We perform comparisons using concatenation, so strings are easier to work with than integers. For example, 30 becomes "30".
2. Define a custom comparison rule.
For any two strings a and b, compare a + b with b + a.
If a + b > b + a, then a should come before b.
For example:
a = "9"b = "34"
Compare:
"934""349"
Since "934" is larger, "9" comes first.
3. Sort the string array using this custom comparator.
The sorting process repeatedly compares pairs and arranges them so that the final ordering maximizes the concatenated result. 4. Handle the all-zero edge case.
After sorting, if the first element is "0", then every number must be zero.
For example:
- Sorted:
["0","0","0"]
Returning "000" would be incorrect.
Instead, return "0".
5. Concatenate all sorted strings.
Join the strings together to produce the final largest number.
Why it works
The correctness relies on the ordering rule.
For any two elements a and b, placing them in the order that maximizes a+b versus b+a ensures the best local arrangement. Since sorting enforces this relationship across all adjacent elements, the final sequence is globally optimal.
In other words, if every neighboring pair is arranged optimally, no swap can further improve the result.
Python Solution
from typing import List
from functools import cmp_to_key
class Solution:
def largestNumber(self, nums: List[int]) -> str:
string_numbers = [str(num) for num in nums]
def compare(a: str, b: str) -> int:
if a + b > b + a:
return -1
if a + b < b + a:
return 1
return 0
string_numbers.sort(key=cmp_to_key(compare))

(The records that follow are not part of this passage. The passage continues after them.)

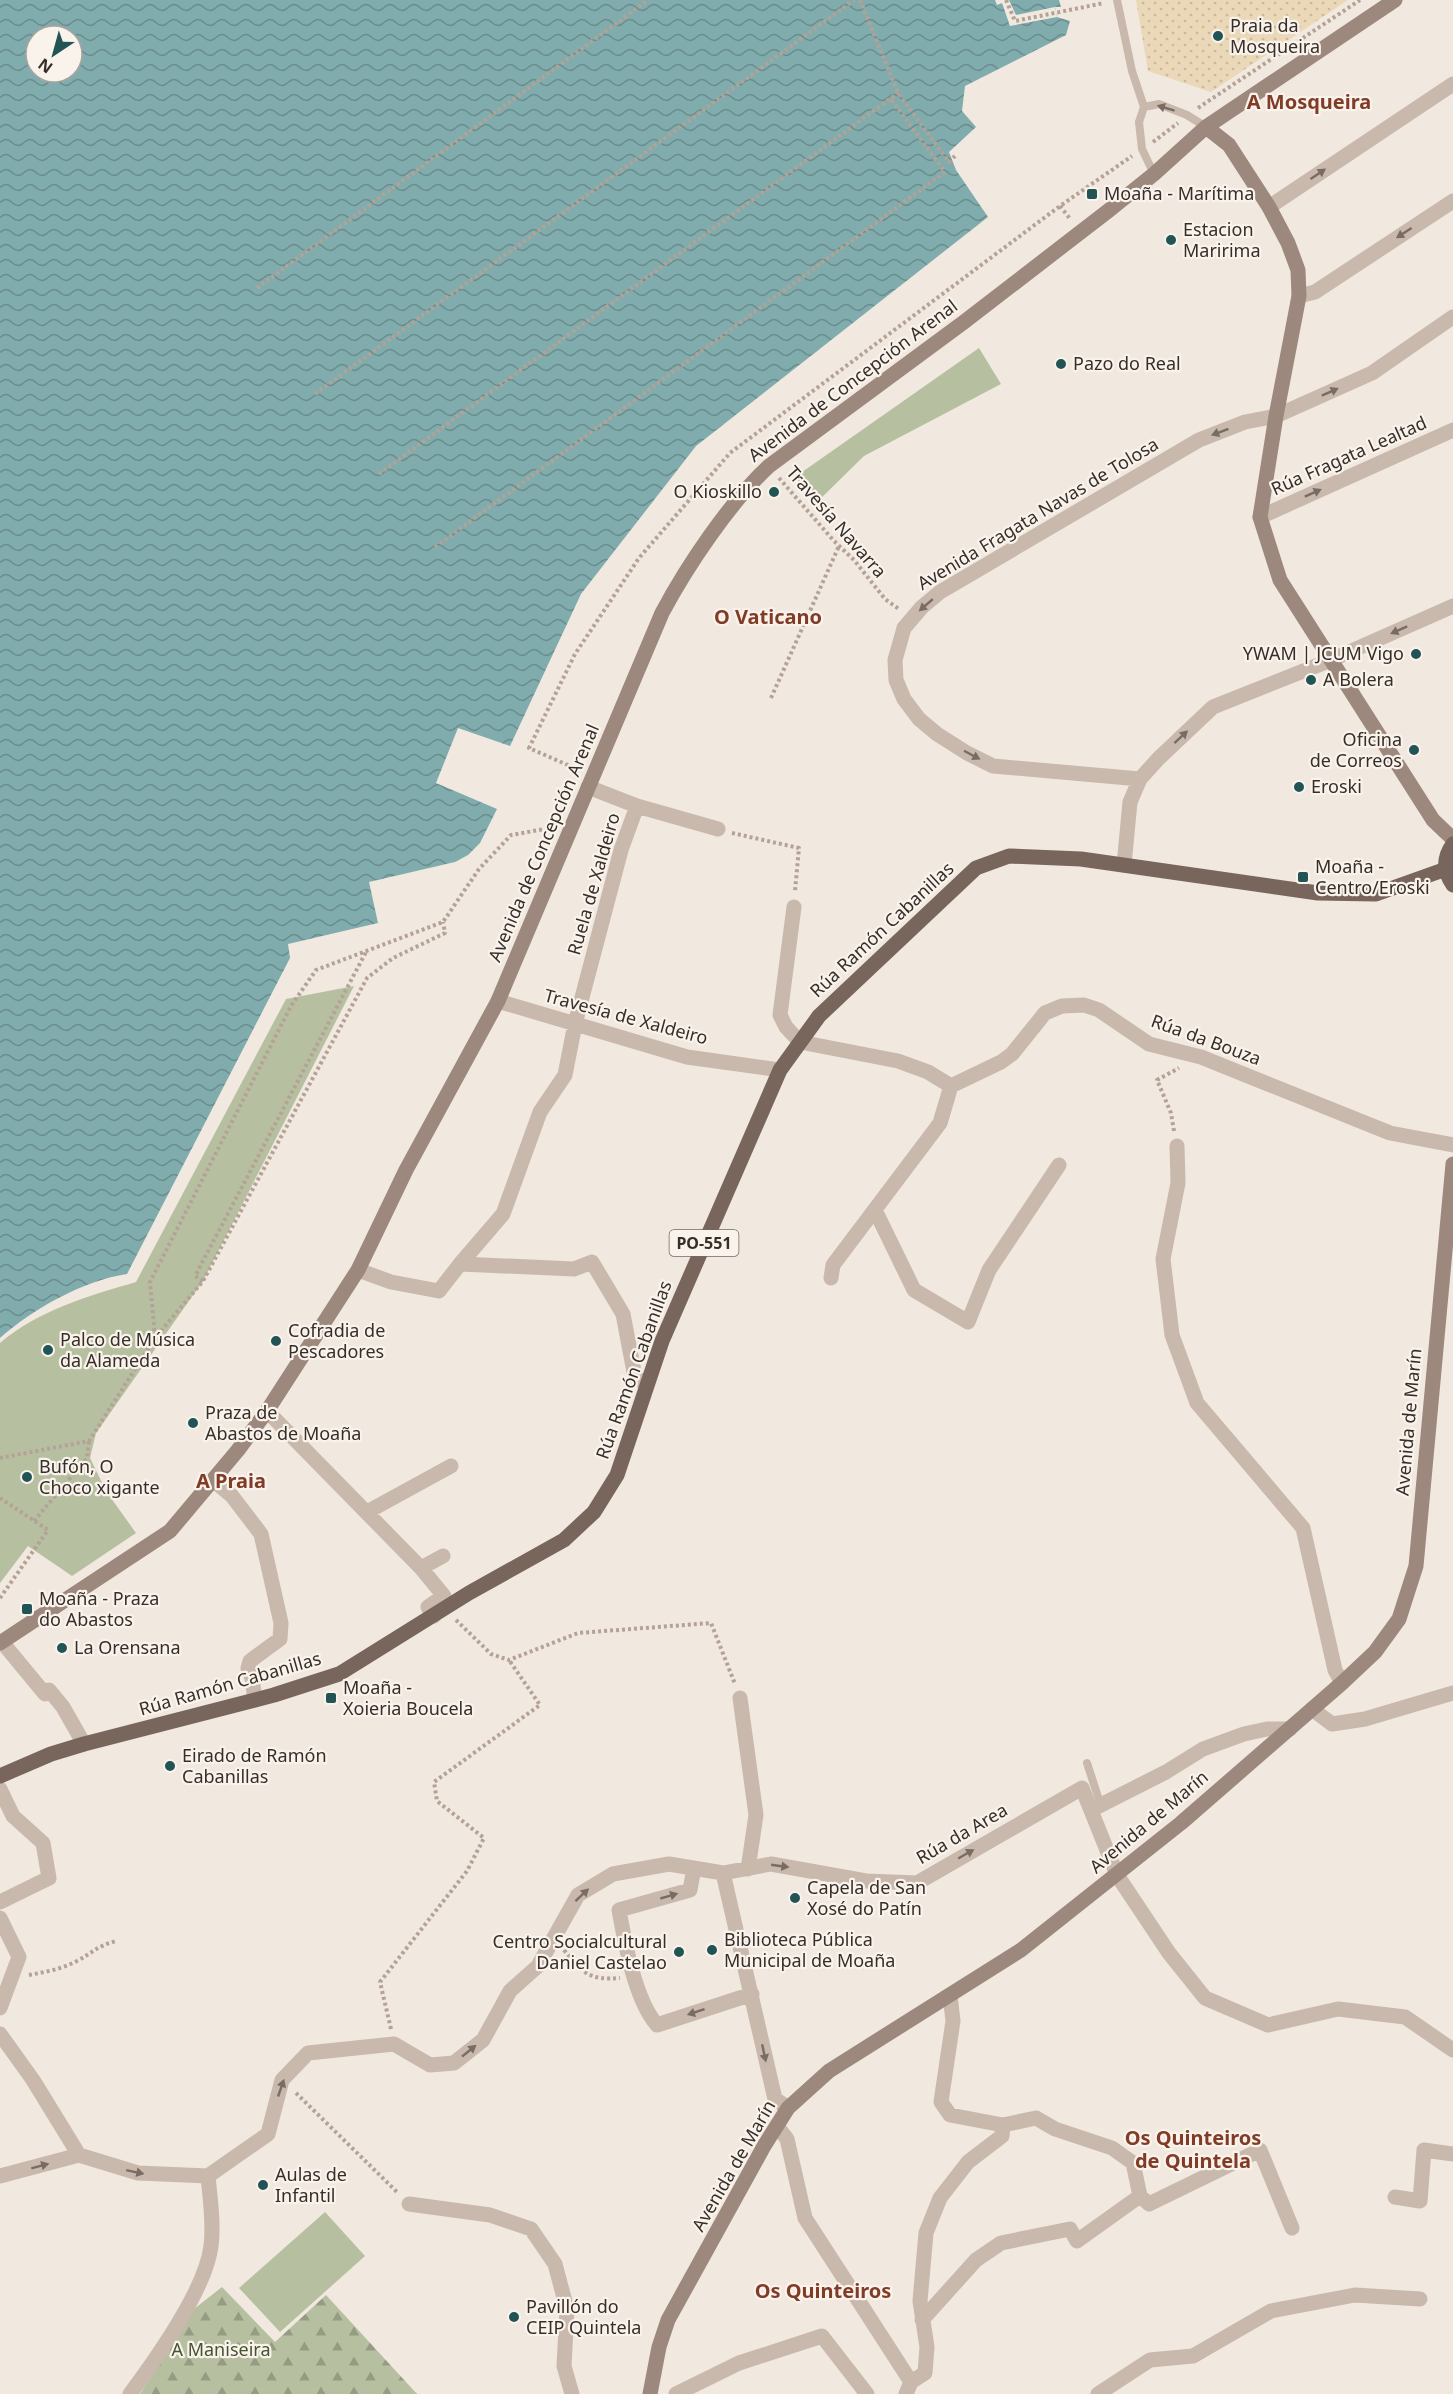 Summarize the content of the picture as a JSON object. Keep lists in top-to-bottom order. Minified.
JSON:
{"streets":{"main road":["Rúa Ramón Cabanillas","PO-551"],"street":["Avenida de Concepción Arenal","Rúa Fragata Lealtad","Avenida Fragata Navas de Tolosa","Ruela de Xaldeiro","Travesía de Xaldeiro","Rúa da Bouza","Avenida de Marín","Rúa da Area"],"path":["Travesía Navarra"]},"crossings":[["Avenida de Concepción Arenal","Travesía Navarra"],["Avenida de Concepción Arenal","Ruela de Xaldeiro"],["Avenida de Concepción Arenal","Travesía de Xaldeiro"],["Avenida Fragata Navas de Tolosa","Travesía Navarra"],["Ruela de Xaldeiro","Travesía de Xaldeiro"],["Rúa Ramón Cabanillas","Travesía de Xaldeiro"],["Avenida de Marín","Rúa da Area"]],"one_way":["Rúa Fragata Lealtad","Rúa da Area"],"districts":["A Mosqueira","O Vaticano","A Praia","Os Quinteiros de Quintela","Os Quinteiros"],"parks":["A Maniseira"],"places":{"other":["Praia da Mosqueira","Estacion Maririma","Pazo do Real","O Kioskillo","YWAM | JCUM Vigo","A Bolera","Oficina de Correos","Eroski","Cofradia de Pescadores","Palco de Música da Alameda","Praza de Abastos de Moaña","Bufón, O Choco xigante","La Orensana","Eirado de Ramón Cabanillas","Capela de San Xosé do Patín","Biblioteca Pública Municipal de Moaña","Centro Socialcultural Daniel Castelao","Aulas de Infantil","Pavillón do CEIP Quintela"],"transit":["Moaña - Marítima","Moaña - Centro/Eroski","Moaña - Praza do Abastos","Moaña - Xoieria Boucela"]},"north":"bottom left"} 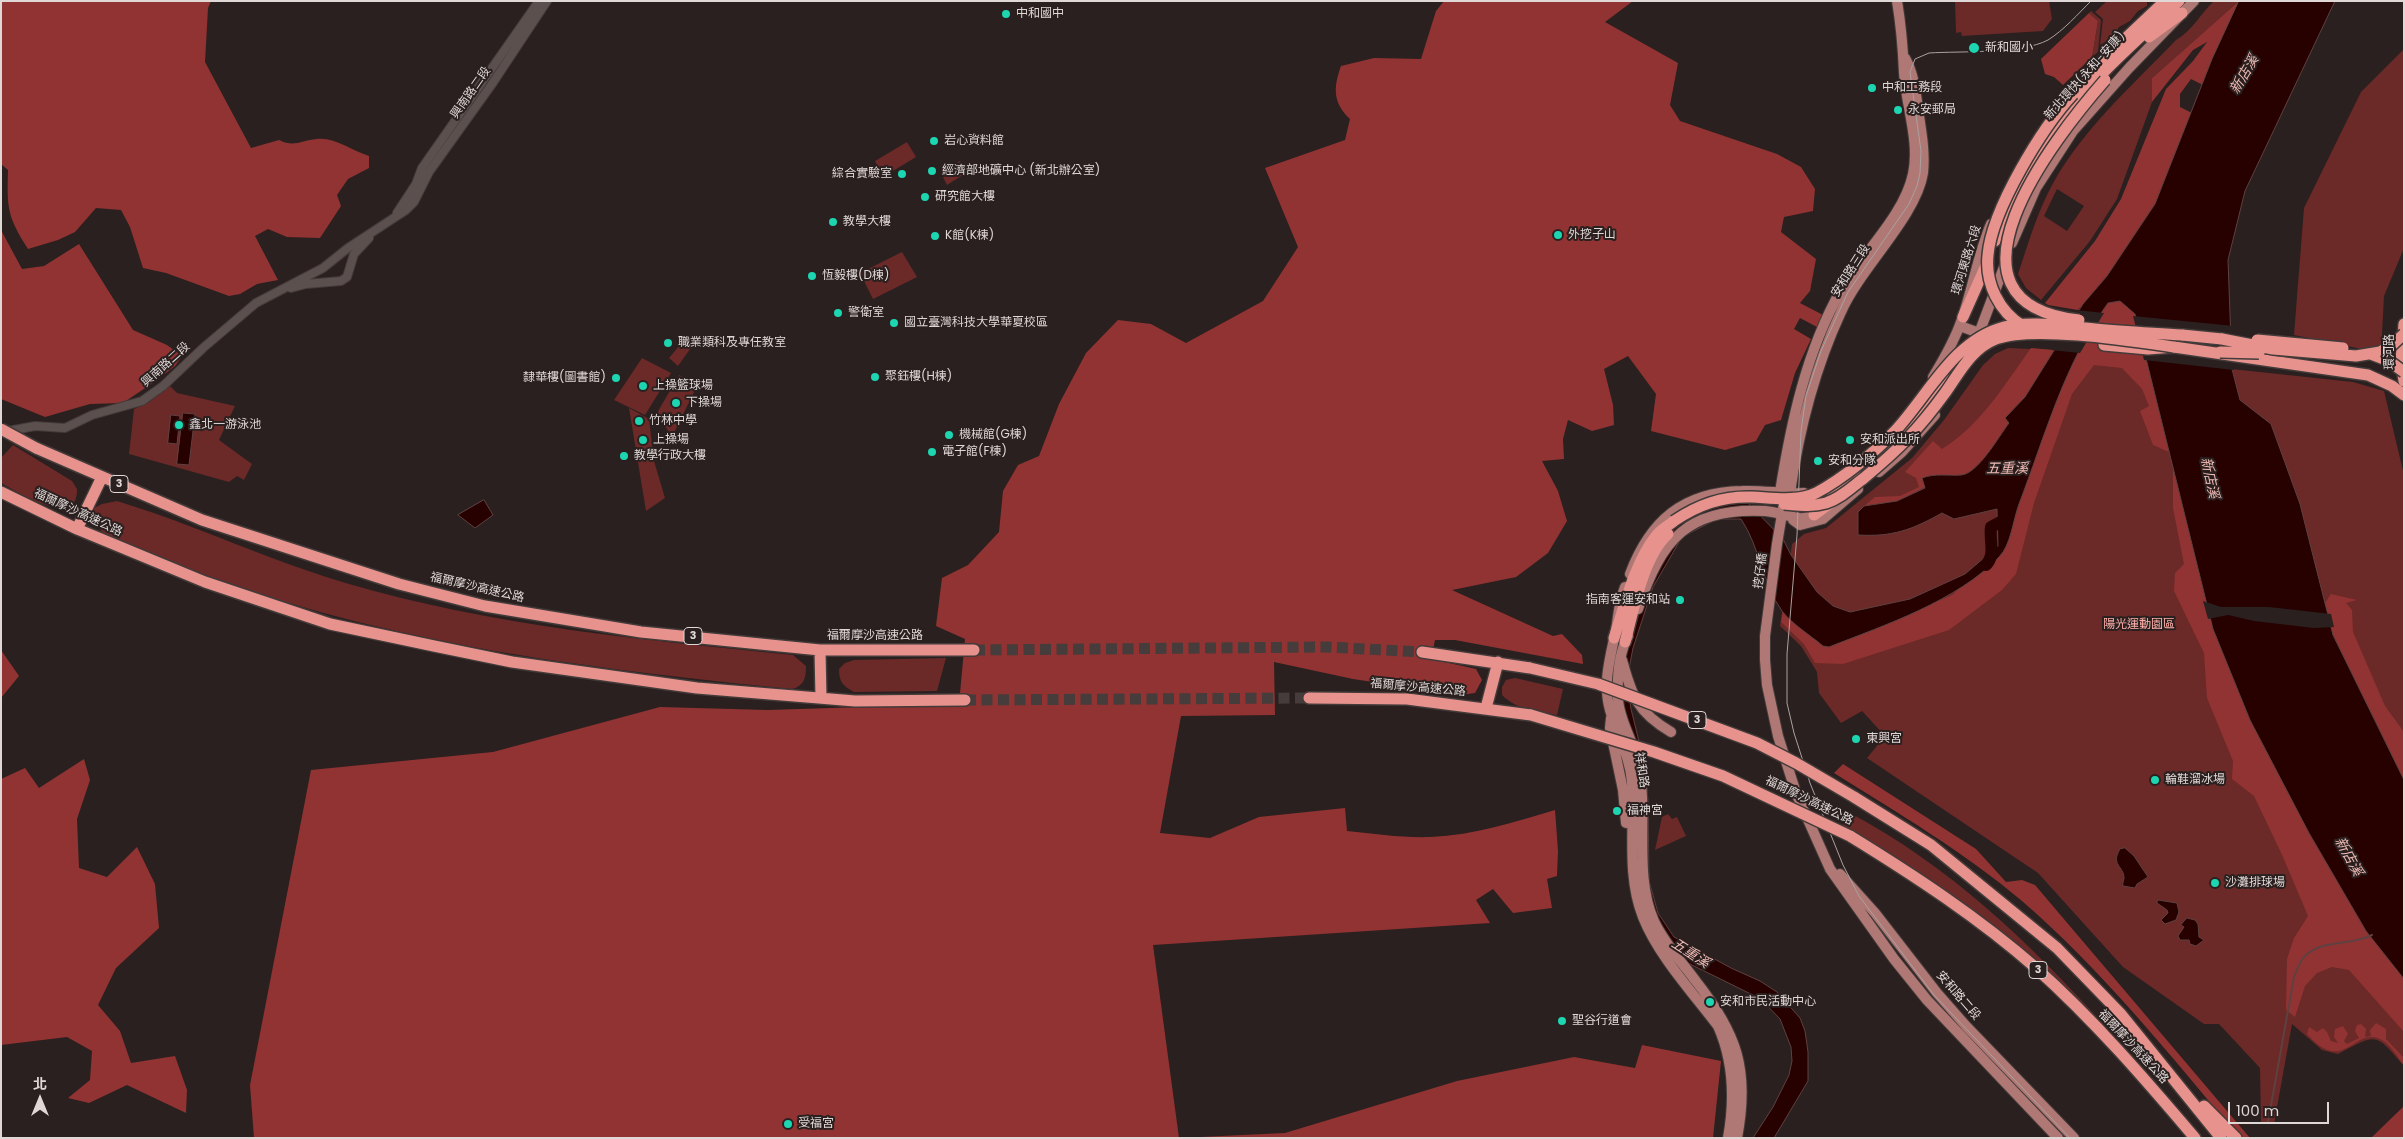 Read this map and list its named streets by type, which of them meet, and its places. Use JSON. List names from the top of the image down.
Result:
{
  "streets": {
    "highway": [
      "新北環快(永和-安康)",
      "環河路",
      "3",
      "福爾摩沙高速公路"
    ],
    "main road": [
      "環河東路六段",
      "安和路三段",
      "挖仔橋",
      "祥和路",
      "安和路二段"
    ],
    "street": ["興南路二段"]
  },
  "crossings": [
    ["新北環快(永和-安康)", "環河東路六段"],
    ["興南路二段", "福爾摩沙高速公路"],
    ["環河東路六段", "安和路三段"],
    ["環河東路六段", "挖仔橋"],
    ["環河東路六段", "祥和路"],
    ["安和路三段", "挖仔橋"],
    ["安和路三段", "祥和路"],
    ["挖仔橋", "祥和路"],
    ["挖仔橋", "安和路二段"]
  ],
  "water": ["新店溪", "五重溪"],
  "parks": ["陽光運動園區"],
  "places": [
    "中和國中",
    "新和國小",
    "中和工務段",
    "永安郵局",
    "岩心資料館",
    "經濟部地礦中心 (新北辦公室)",
    "綜合實驗室",
    "研究館大樓",
    "教學大樓",
    "外挖子山",
    "K館(K棟)",
    "恆毅樓(D棟)",
    "警衛室",
    "國立臺灣科技大學華夏校區",
    "職業類科及專任教室",
    "聚鈺樓(H棟)",
    "隸華樓(圖書館)",
    "上操籃球場",
    "下操場",
    "竹林中學",
    "鑫北一游泳池",
    "機械館(G棟)",
    "上操場",
    "安和派出所",
    "電子館(F棟)",
    "教學行政大樓",
    "安和分隊",
    "指南客運安和站",
    "東興宮",
    "輪鞋溜冰場",
    "福神宮",
    "沙灘排球場",
    "安和市民活動中心",
    "聖谷行道會",
    "受福宮"
  ],
  "scale_bar": "100 m",
  "north": "top"
}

if string_numbers[0] == "0":
return "0"
return "".join(string_numbers)
The implementation begins by converting every integer into a string because concatenation comparisons are central to the solution.
The compare function defines the custom ordering rule. Instead of comparing numeric values directly, it compares the two possible concatenations:
a + bb + a
If a + b is larger, we return -1 so that Python places a before b during sorting.
Python's built in sorting function expects a key function rather than a comparator. To bridge this gap, we use cmp_to_key, which converts the comparator into a sortable key.
After sorting, we check whether the first element is "0". Since the largest number would always appear first, this condition guarantees that every number is zero.
Finally, we join the sorted strings together into the final result.
Go Solution
package main
import (
"sort"
"strconv"
"strings"
)
func largestNumber(nums []int) string {
stringNums := make([]string, len(nums))
for i, num := range nums {
stringNums[i] = strconv.Itoa(num)
}
sort.Slice(stringNums, func(i, j int) bool {
return stringNums[i]+stringNums[j] >
stringNums[j]+stringNums[i]
})
if stringNums[0] == "0" {
return "0"
}
return strings.Join(stringNums, "")
}
The Go implementation follows the same overall strategy as the Python version but uses sort.Slice with a custom comparison function.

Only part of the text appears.